> **Collected data**:
+++

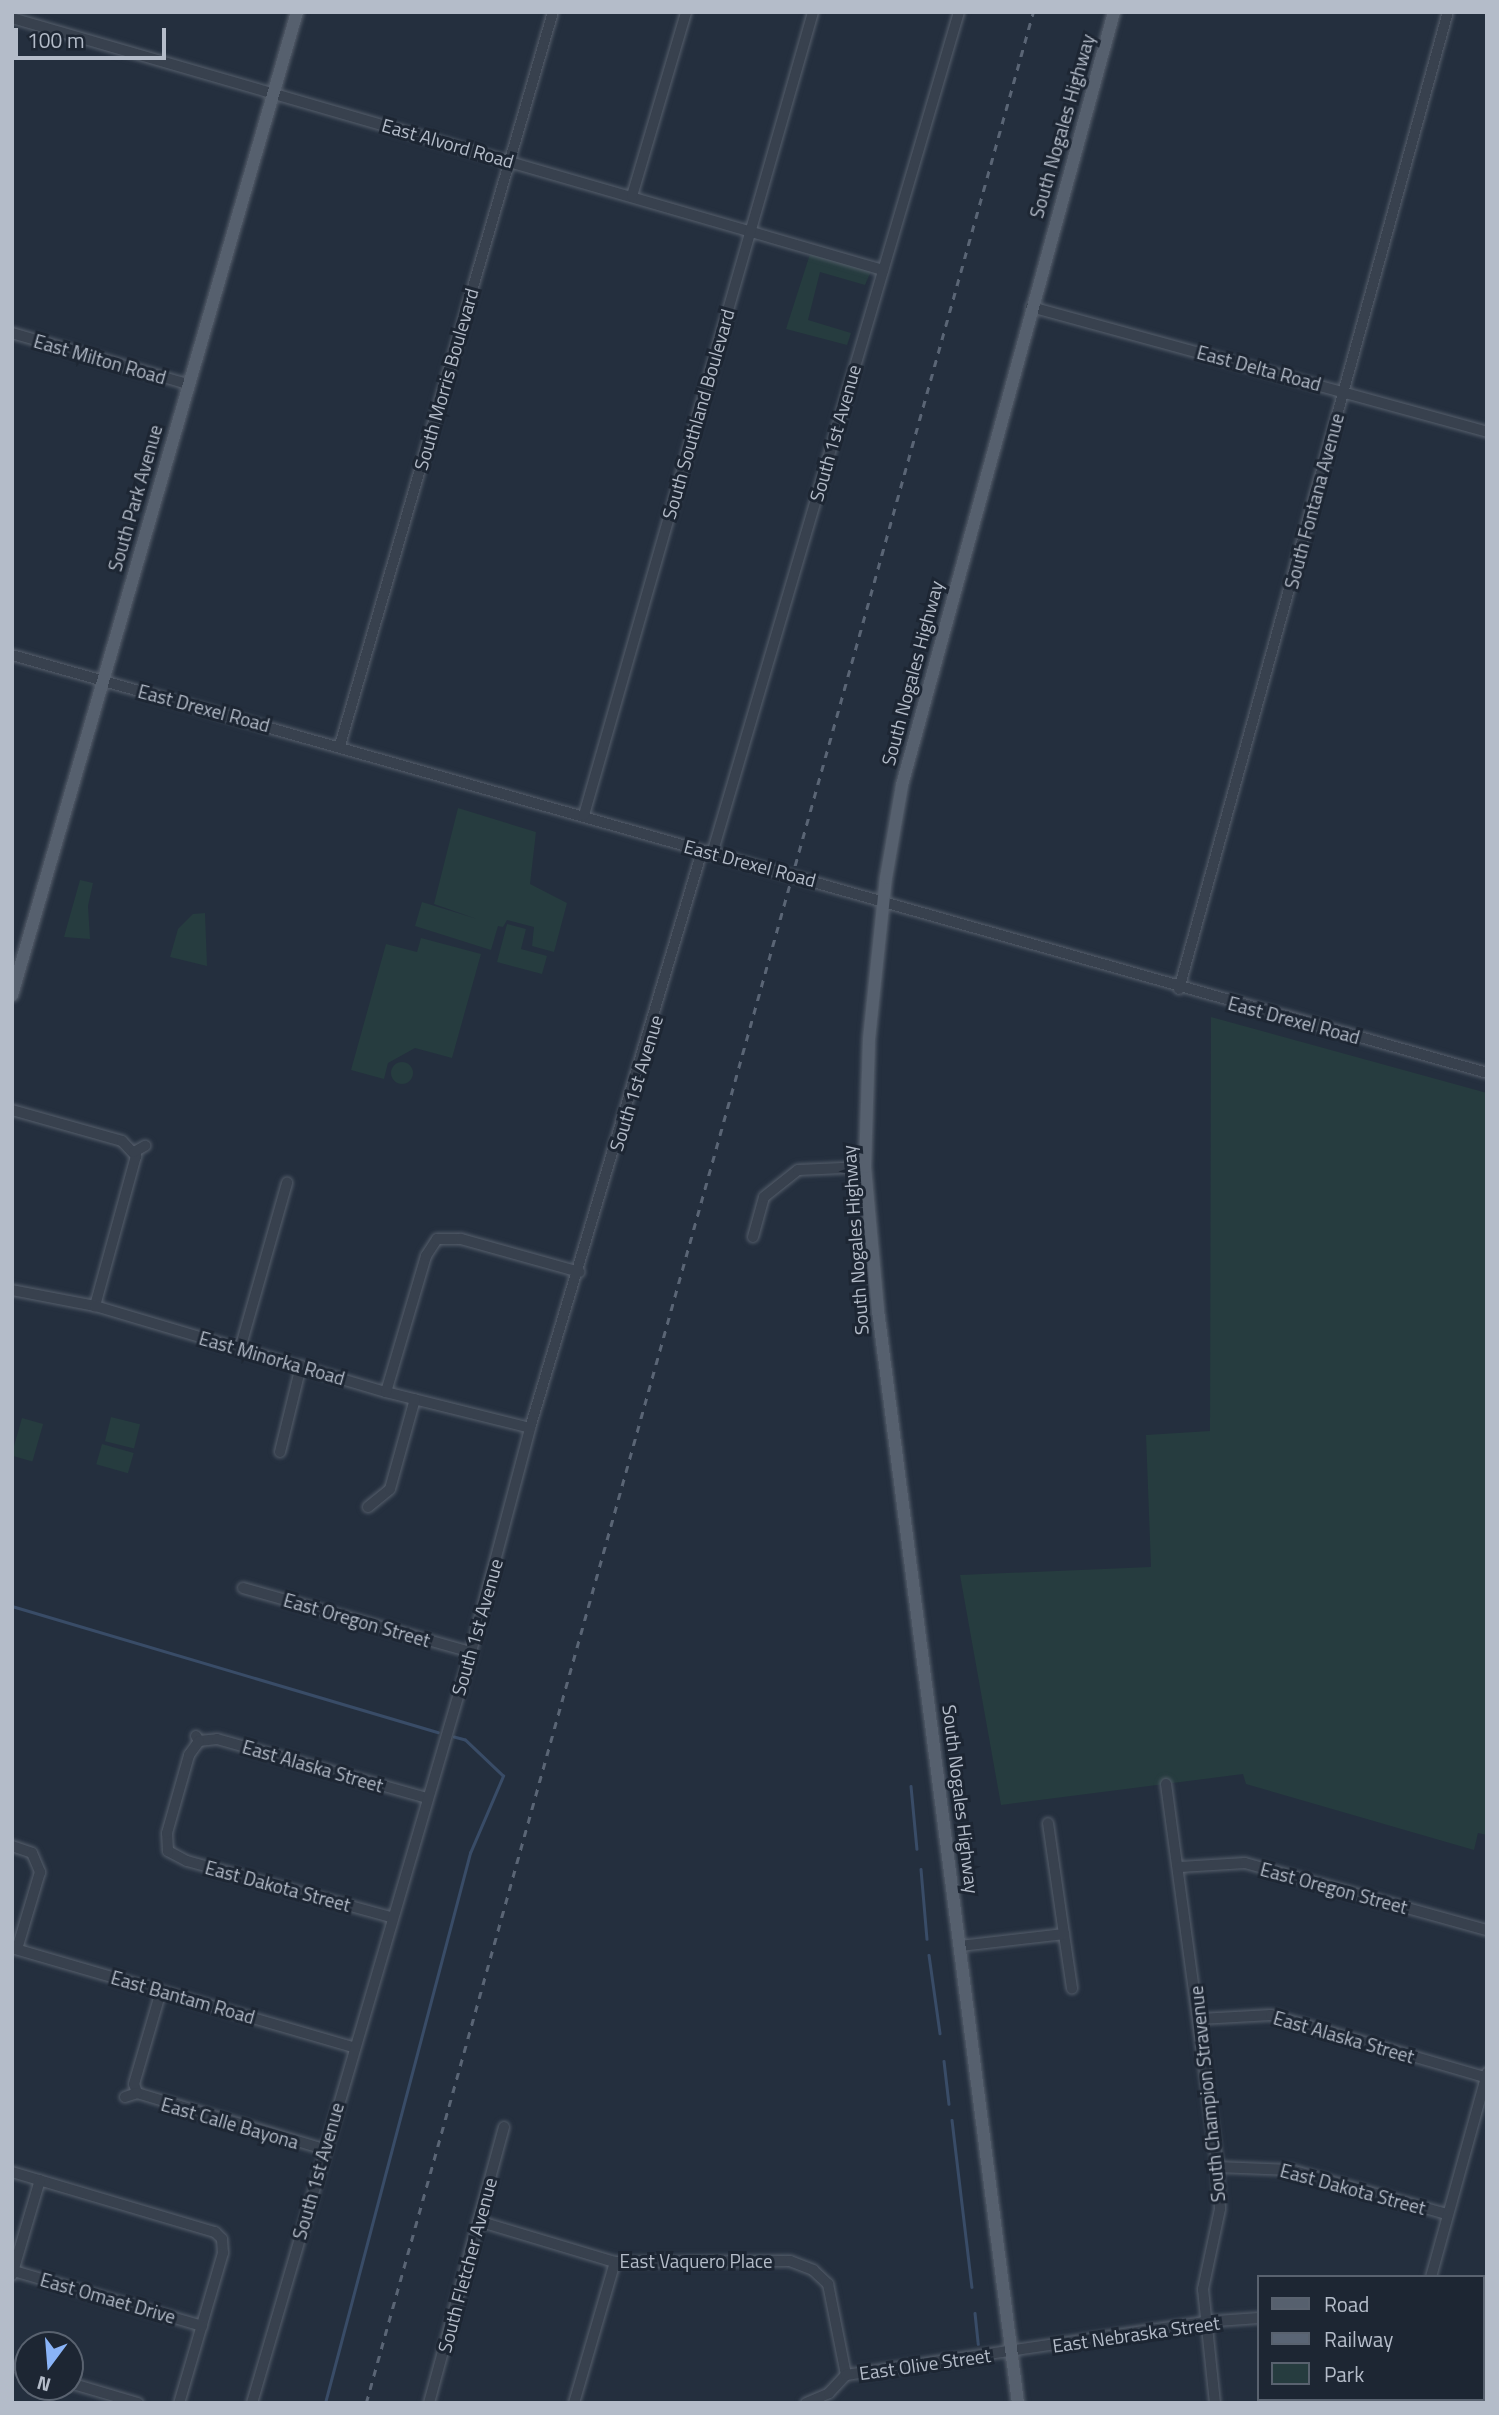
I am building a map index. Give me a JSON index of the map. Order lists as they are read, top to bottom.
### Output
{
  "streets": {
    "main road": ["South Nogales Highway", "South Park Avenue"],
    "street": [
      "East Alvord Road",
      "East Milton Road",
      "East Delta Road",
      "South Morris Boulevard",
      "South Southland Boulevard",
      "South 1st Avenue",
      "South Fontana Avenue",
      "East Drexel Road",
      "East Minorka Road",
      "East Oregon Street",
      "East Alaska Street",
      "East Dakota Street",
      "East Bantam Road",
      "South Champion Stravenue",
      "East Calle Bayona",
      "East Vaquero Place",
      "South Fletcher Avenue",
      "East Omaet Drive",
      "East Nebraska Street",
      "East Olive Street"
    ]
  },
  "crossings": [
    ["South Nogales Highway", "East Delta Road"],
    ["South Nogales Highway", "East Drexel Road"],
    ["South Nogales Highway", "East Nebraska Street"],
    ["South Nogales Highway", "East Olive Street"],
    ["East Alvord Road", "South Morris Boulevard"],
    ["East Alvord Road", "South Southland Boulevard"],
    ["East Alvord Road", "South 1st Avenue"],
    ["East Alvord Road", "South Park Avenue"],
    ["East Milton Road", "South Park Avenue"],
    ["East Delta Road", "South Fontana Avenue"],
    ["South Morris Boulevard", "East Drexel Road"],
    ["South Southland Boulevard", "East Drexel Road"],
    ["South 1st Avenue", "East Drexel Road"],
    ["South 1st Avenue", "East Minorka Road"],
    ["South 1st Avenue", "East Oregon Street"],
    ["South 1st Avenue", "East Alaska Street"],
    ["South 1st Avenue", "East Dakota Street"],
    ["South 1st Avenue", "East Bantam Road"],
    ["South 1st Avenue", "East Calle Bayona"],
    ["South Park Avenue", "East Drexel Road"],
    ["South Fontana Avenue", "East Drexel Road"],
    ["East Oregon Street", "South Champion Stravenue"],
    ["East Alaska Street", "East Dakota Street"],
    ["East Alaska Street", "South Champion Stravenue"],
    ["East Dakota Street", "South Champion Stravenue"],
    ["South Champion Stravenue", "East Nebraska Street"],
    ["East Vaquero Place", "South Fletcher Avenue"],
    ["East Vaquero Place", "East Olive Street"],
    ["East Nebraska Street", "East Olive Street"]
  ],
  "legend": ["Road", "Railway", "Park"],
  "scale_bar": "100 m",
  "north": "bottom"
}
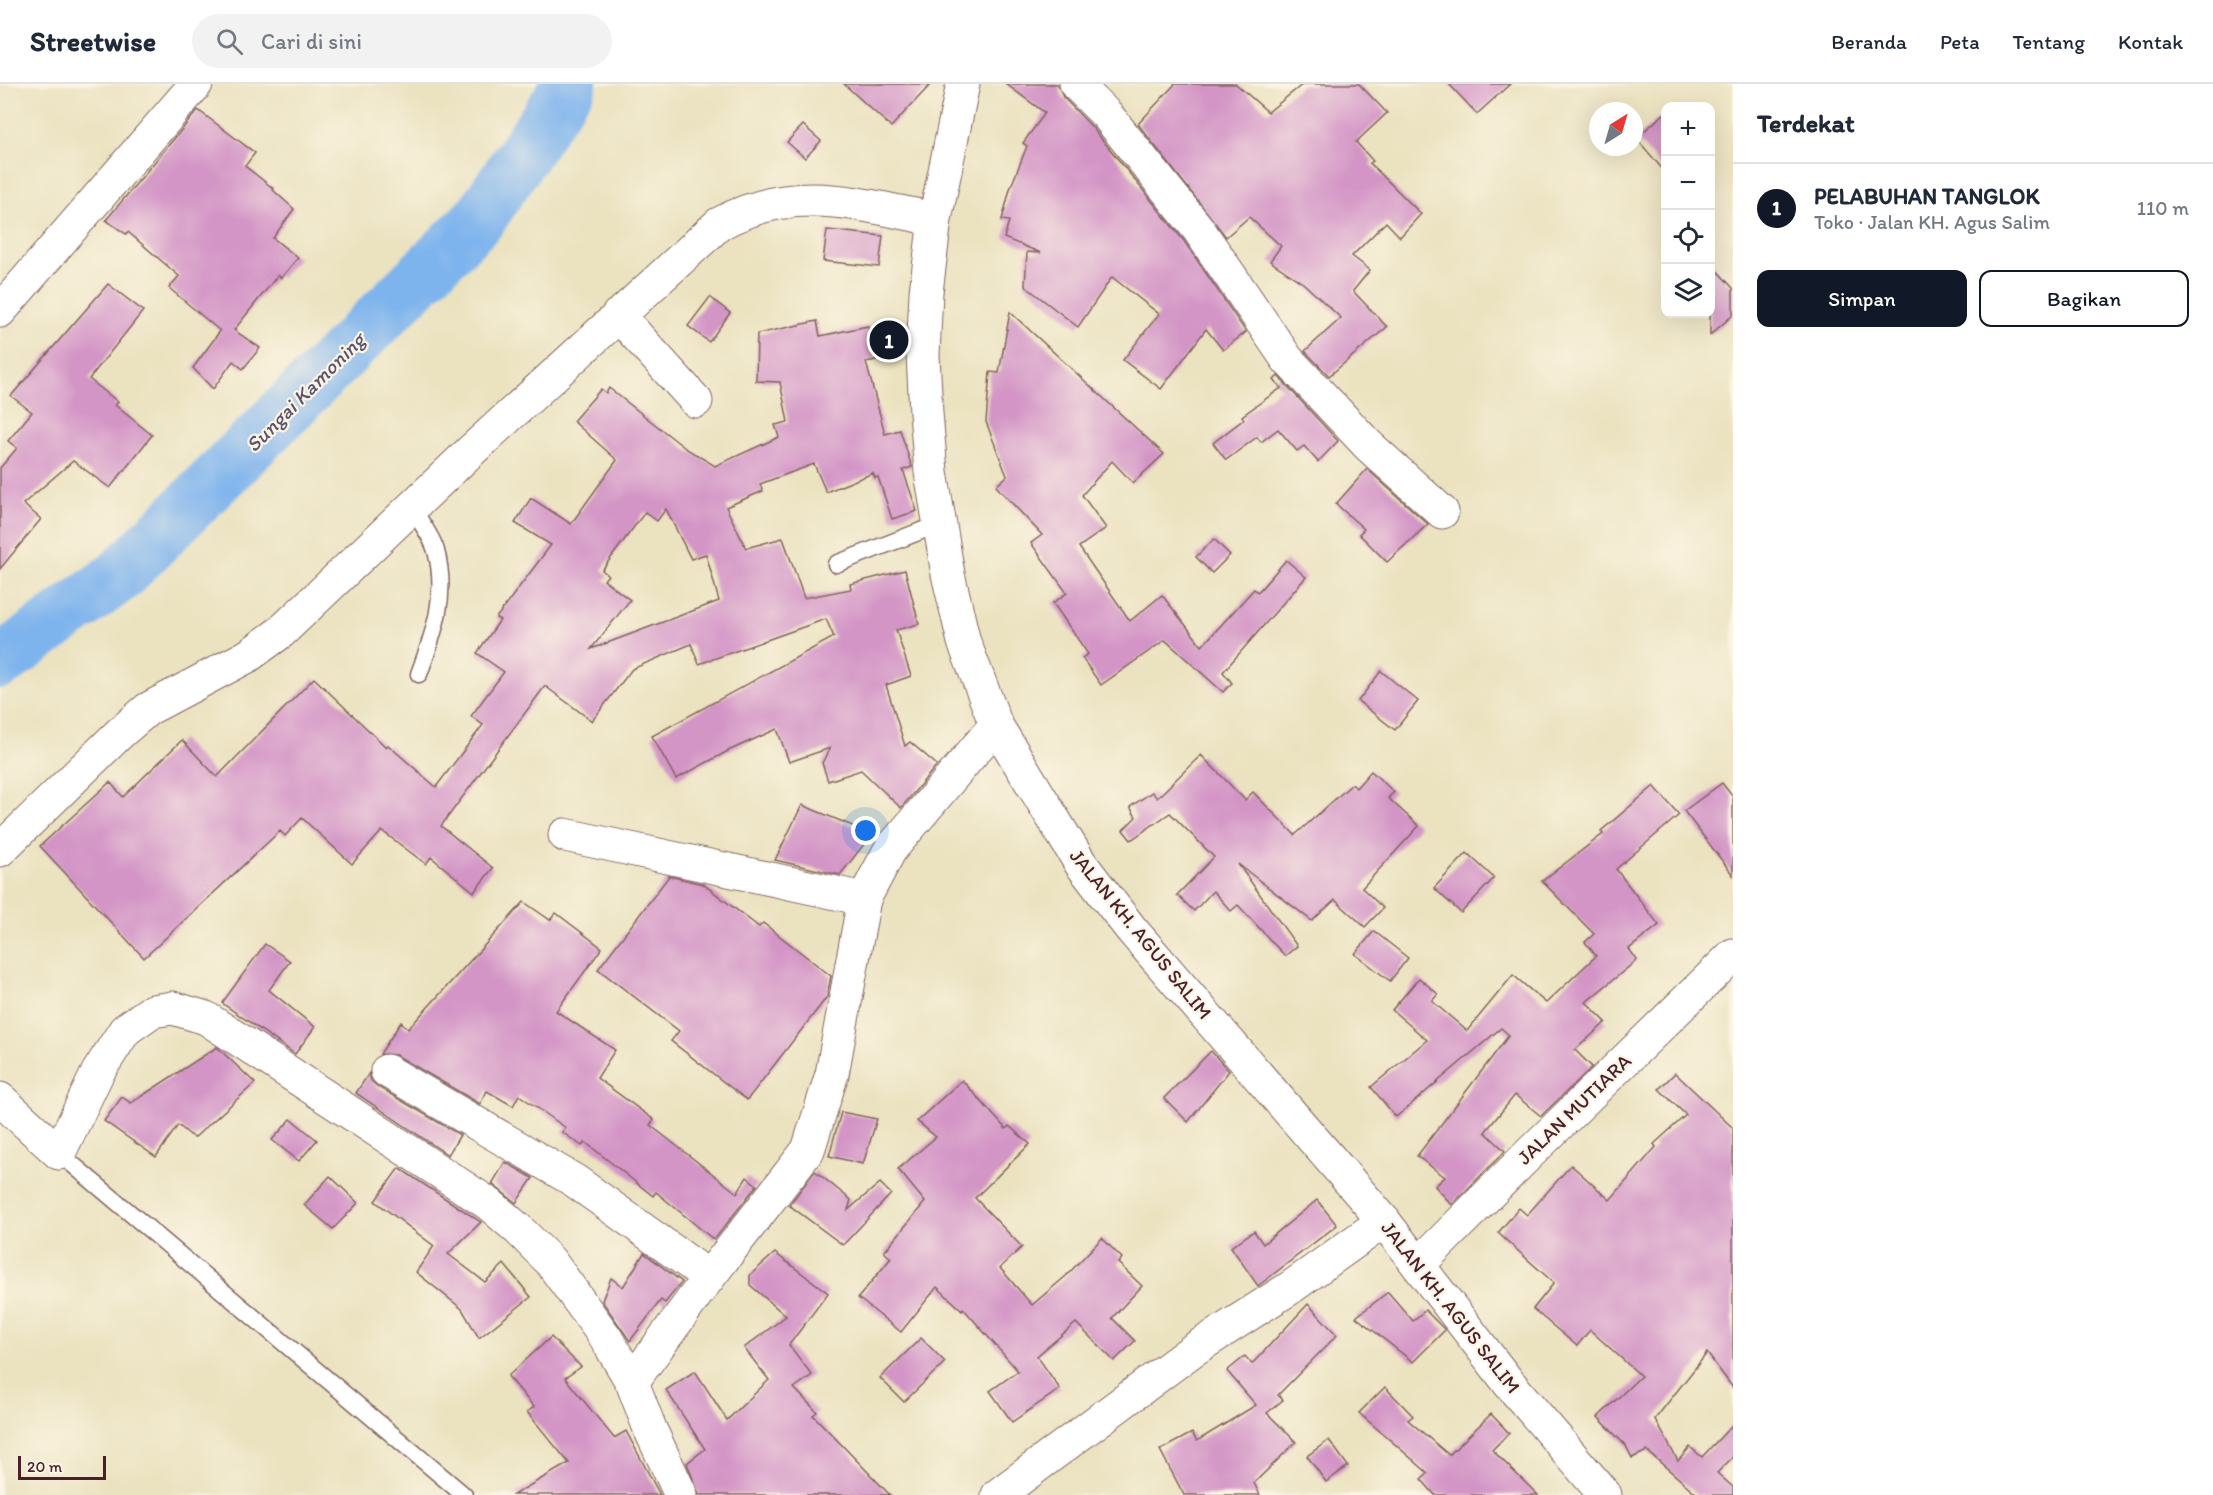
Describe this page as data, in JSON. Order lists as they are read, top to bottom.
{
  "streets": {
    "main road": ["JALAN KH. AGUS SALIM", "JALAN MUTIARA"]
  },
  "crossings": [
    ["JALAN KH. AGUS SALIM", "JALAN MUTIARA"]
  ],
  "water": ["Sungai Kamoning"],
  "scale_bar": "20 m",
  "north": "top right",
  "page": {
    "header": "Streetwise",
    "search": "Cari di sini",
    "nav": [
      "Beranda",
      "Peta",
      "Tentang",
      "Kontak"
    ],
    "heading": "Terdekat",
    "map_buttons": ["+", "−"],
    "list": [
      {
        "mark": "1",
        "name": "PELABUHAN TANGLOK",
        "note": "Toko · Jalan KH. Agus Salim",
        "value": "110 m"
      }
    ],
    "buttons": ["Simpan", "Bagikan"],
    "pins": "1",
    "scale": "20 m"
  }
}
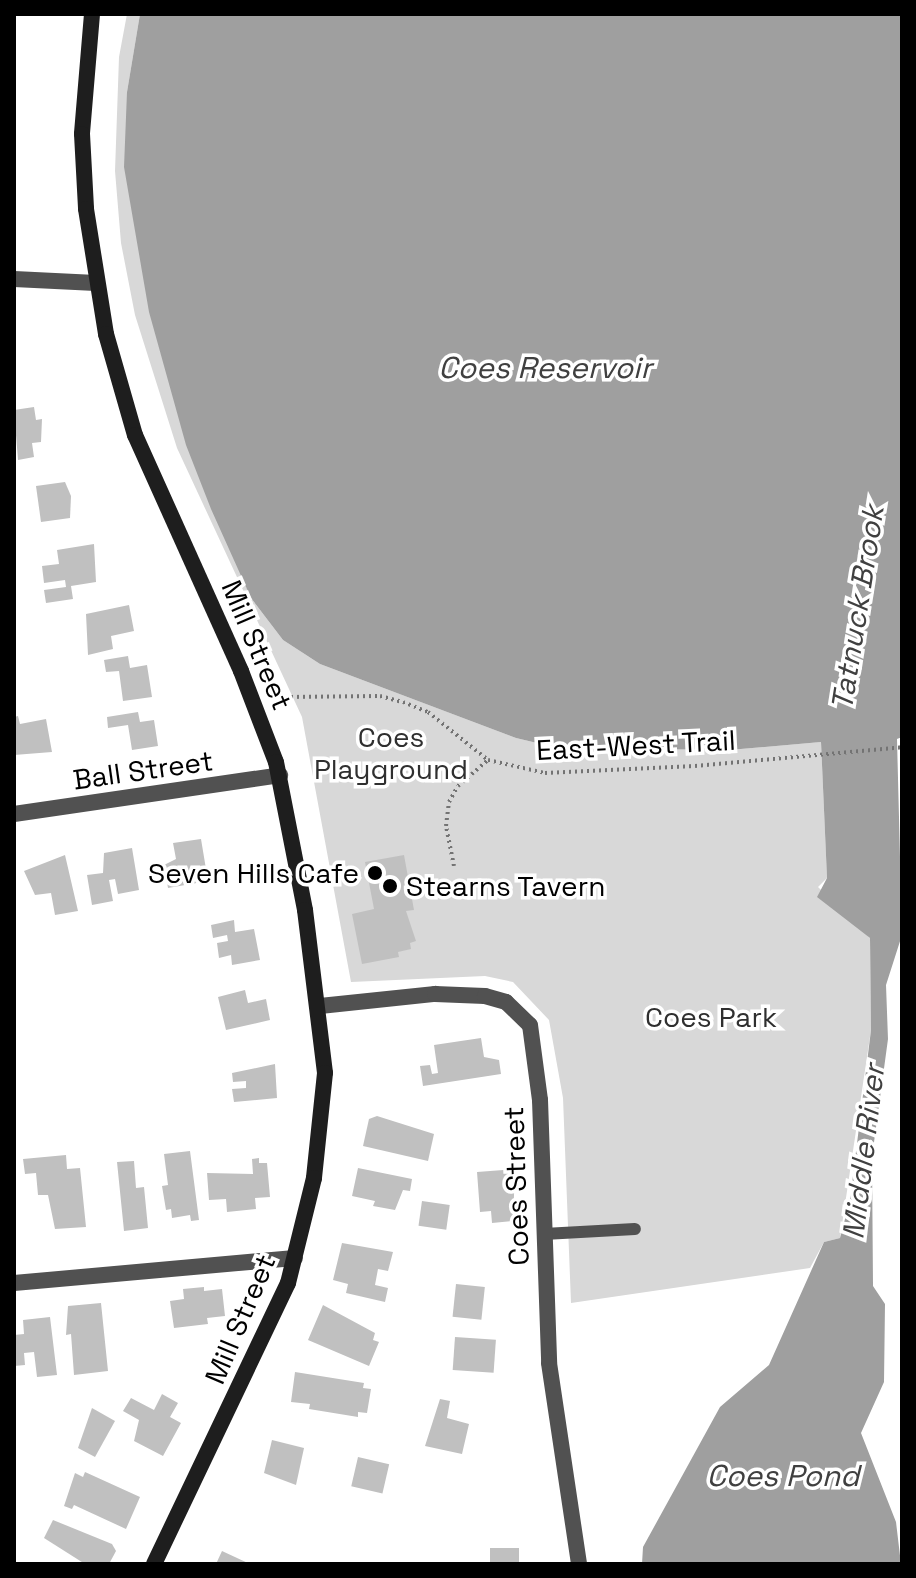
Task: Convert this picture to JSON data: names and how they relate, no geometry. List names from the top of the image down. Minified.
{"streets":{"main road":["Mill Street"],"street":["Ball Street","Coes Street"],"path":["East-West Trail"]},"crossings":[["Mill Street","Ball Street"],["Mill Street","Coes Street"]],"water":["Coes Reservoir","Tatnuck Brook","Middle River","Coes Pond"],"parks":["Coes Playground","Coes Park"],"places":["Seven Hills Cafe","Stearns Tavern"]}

+++

> **Your instructions**:
Make an exact copy of the data, leaving its pictures out.

> **Written reply**:
I am building a map index. Give me a JSON index of the map. Order lists as they are read, top to bottom.
### Output
{
  "streets": {
    "main road": ["South Nogales Highway", "South Park Avenue"],
    "street": [
      "East Alvord Road",
      "East Milton Road",
      "East Delta Road",
      "South Morris Boulevard",
      "South Southland Boulevard",
      "South 1st Avenue",
      "South Fontana Avenue",
      "East Drexel Road",
      "East Minorka Road",
      "East Oregon Street",
      "East Alaska Street",
      "East Dakota Street",
      "East Bantam Road",
      "South Champion Stravenue",
      "East Calle Bayona",
      "East Vaquero Place",
      "South Fletcher Avenue",
      "East Omaet Drive",
      "East Nebraska Street",
      "East Olive Street"
    ]
  },
  "crossings": [
    ["South Nogales Highway", "East Delta Road"],
    ["South Nogales Highway", "East Drexel Road"],
    ["South Nogales Highway", "East Nebraska Street"],
    ["South Nogales Highway", "East Olive Street"],
    ["East Alvord Road", "South Morris Boulevard"],
    ["East Alvord Road", "South Southland Boulevard"],
    ["East Alvord Road", "South 1st Avenue"],
    ["East Alvord Road", "South Park Avenue"],
    ["East Milton Road", "South Park Avenue"],
    ["East Delta Road", "South Fontana Avenue"],
    ["South Morris Boulevard", "East Drexel Road"],
    ["South Southland Boulevard", "East Drexel Road"],
    ["South 1st Avenue", "East Drexel Road"],
    ["South 1st Avenue", "East Minorka Road"],
    ["South 1st Avenue", "East Oregon Street"],
    ["South 1st Avenue", "East Alaska Street"],
    ["South 1st Avenue", "East Dakota Street"],
    ["South 1st Avenue", "East Bantam Road"],
    ["South 1st Avenue", "East Calle Bayona"],
    ["South Park Avenue", "East Drexel Road"],
    ["South Fontana Avenue", "East Drexel Road"],
    ["East Oregon Street", "South Champion Stravenue"],
    ["East Alaska Street", "East Dakota Street"],
    ["East Alaska Street", "South Champion Stravenue"],
    ["East Dakota Street", "South Champion Stravenue"],
    ["South Champion Stravenue", "East Nebraska Street"],
    ["East Vaquero Place", "South Fletcher Avenue"],
    ["East Vaquero Place", "East Olive Street"],
    ["East Nebraska Street", "East Olive Street"]
  ],
  "legend": ["Road", "Railway", "Park"],
  "scale_bar": "100 m",
  "north": "bottom"
}
Describe this page as data, in JSON. Order lists as they are read, top to bottom.
{
  "streets": {
    "main road": ["JALAN KH. AGUS SALIM", "JALAN MUTIARA"]
  },
  "crossings": [
    ["JALAN KH. AGUS SALIM", "JALAN MUTIARA"]
  ],
  "water": ["Sungai Kamoning"],
  "scale_bar": "20 m",
  "north": "top right",
  "page": {
    "header": "Streetwise",
    "search": "Cari di sini",
    "nav": [
      "Beranda",
      "Peta",
      "Tentang",
      "Kontak"
    ],
    "heading": "Terdekat",
    "map_buttons": ["+", "−"],
    "list": [
      {
        "mark": "1",
        "name": "PELABUHAN TANGLOK",
        "note": "Toko · Jalan KH. Agus Salim",
        "value": "110 m"
      }
    ],
    "buttons": ["Simpan", "Bagikan"],
    "pins": "1",
    "scale": "20 m"
  }
}
Task: Convert this picture to JSON data: names and how they relate, no geometry. List names from the top of the image down. Minified.
{"streets":{"main road":["Mill Street"],"street":["Ball Street","Coes Street"],"path":["East-West Trail"]},"crossings":[["Mill Street","Ball Street"],["Mill Street","Coes Street"]],"water":["Coes Reservoir","Tatnuck Brook","Middle River","Coes Pond"],"parks":["Coes Playground","Coes Park"],"places":["Seven Hills Cafe","Stearns Tavern"]}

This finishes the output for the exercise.